Without any of the pictures, set down the data below exactly.

__DATA EXCERPT__
------------------------

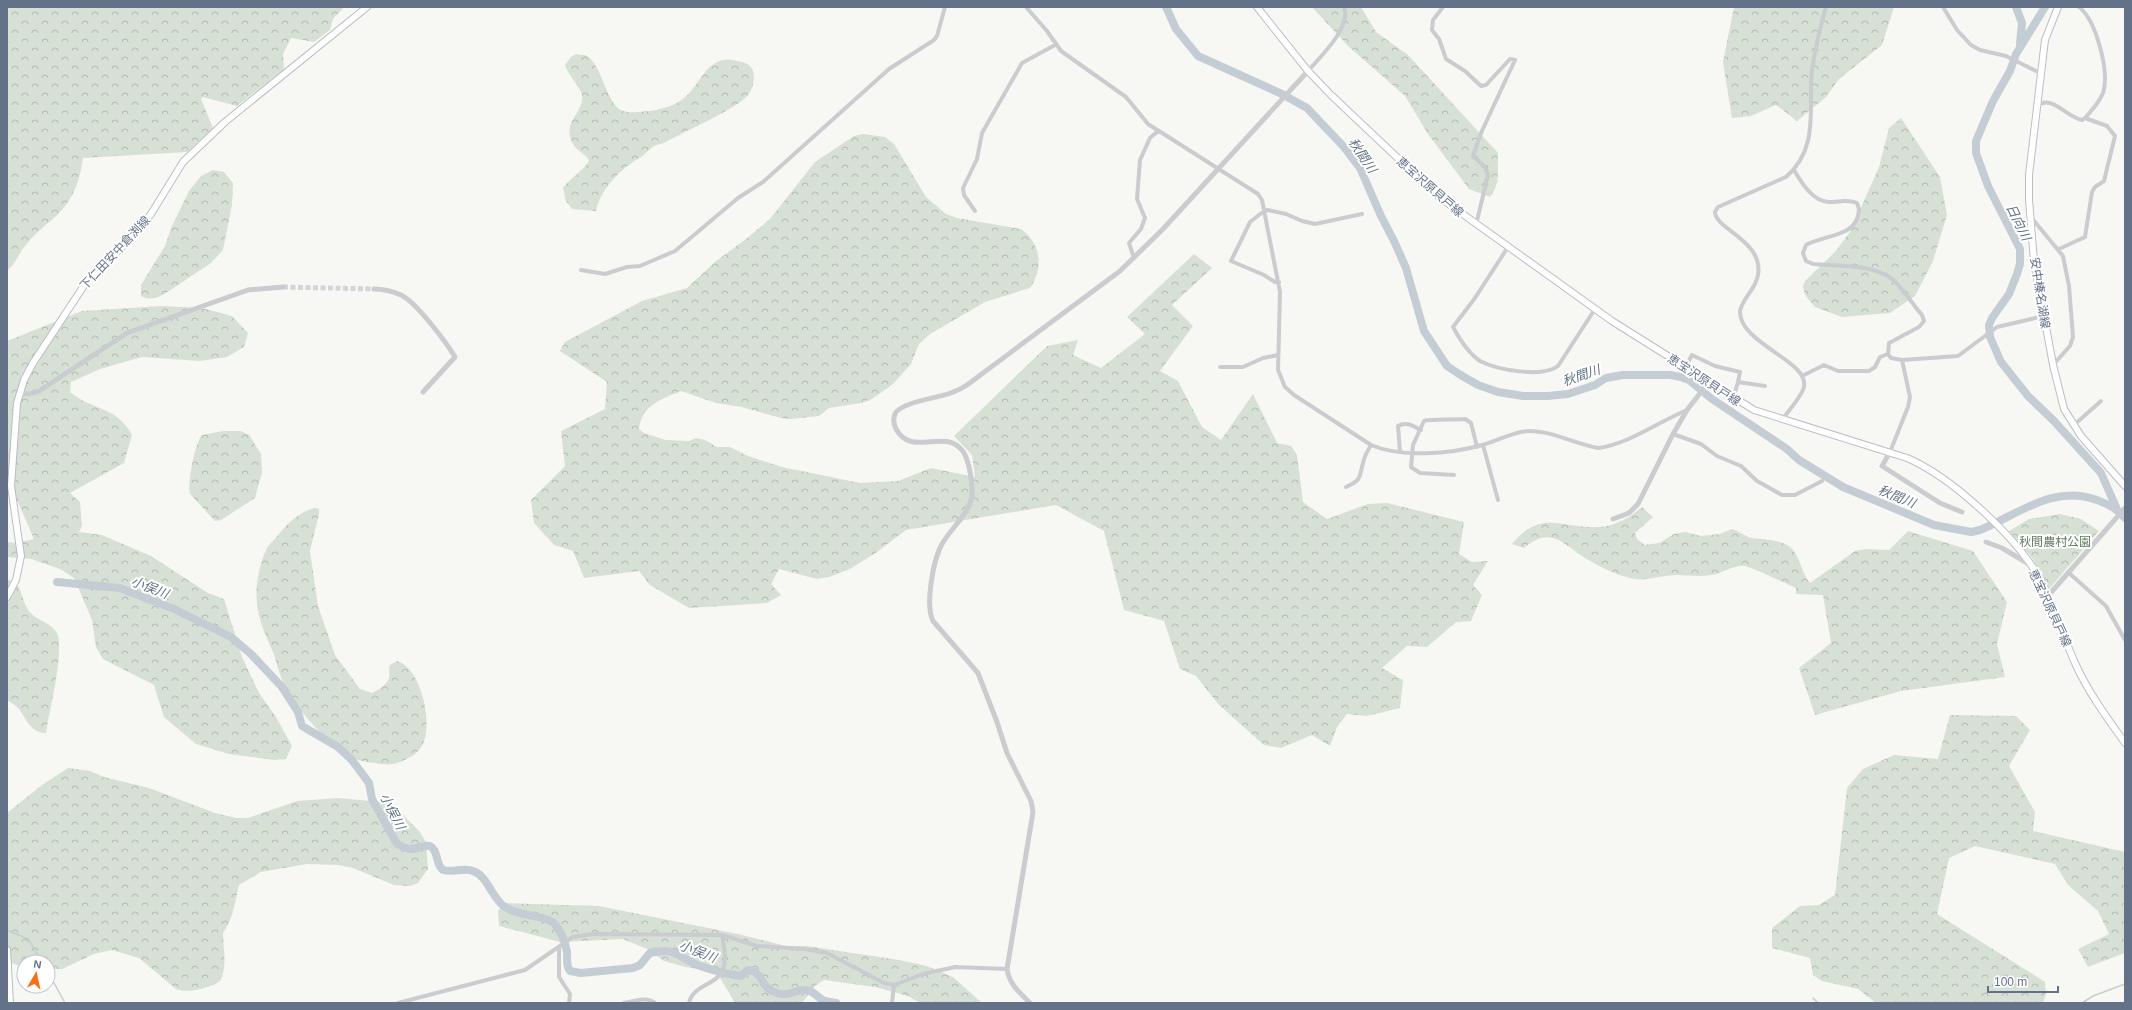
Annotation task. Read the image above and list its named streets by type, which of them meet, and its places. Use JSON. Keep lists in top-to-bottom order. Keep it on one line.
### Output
{"streets":{"main road":["恵宝沢原貝戸線","下仁田安中倉渕線","安中榛名湖線"]},"water":["秋間川","日向川","小俣川"],"parks":["秋間農村公園"],"scale_bar":"100 m","north":"top"}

------------------------

__EXERCISE SOLUTION__
Annotation task. Read the image above and list its named streets by type, which of them meet, and its places. Use JSON. Keep lists in top-to-bottom order. Keep it on one line.
### Output
{"streets":{"main road":["恵宝沢原貝戸線","下仁田安中倉渕線","安中榛名湖線"]},"water":["秋間川","日向川","小俣川"],"parks":["秋間農村公園"],"scale_bar":"100 m","north":"top"}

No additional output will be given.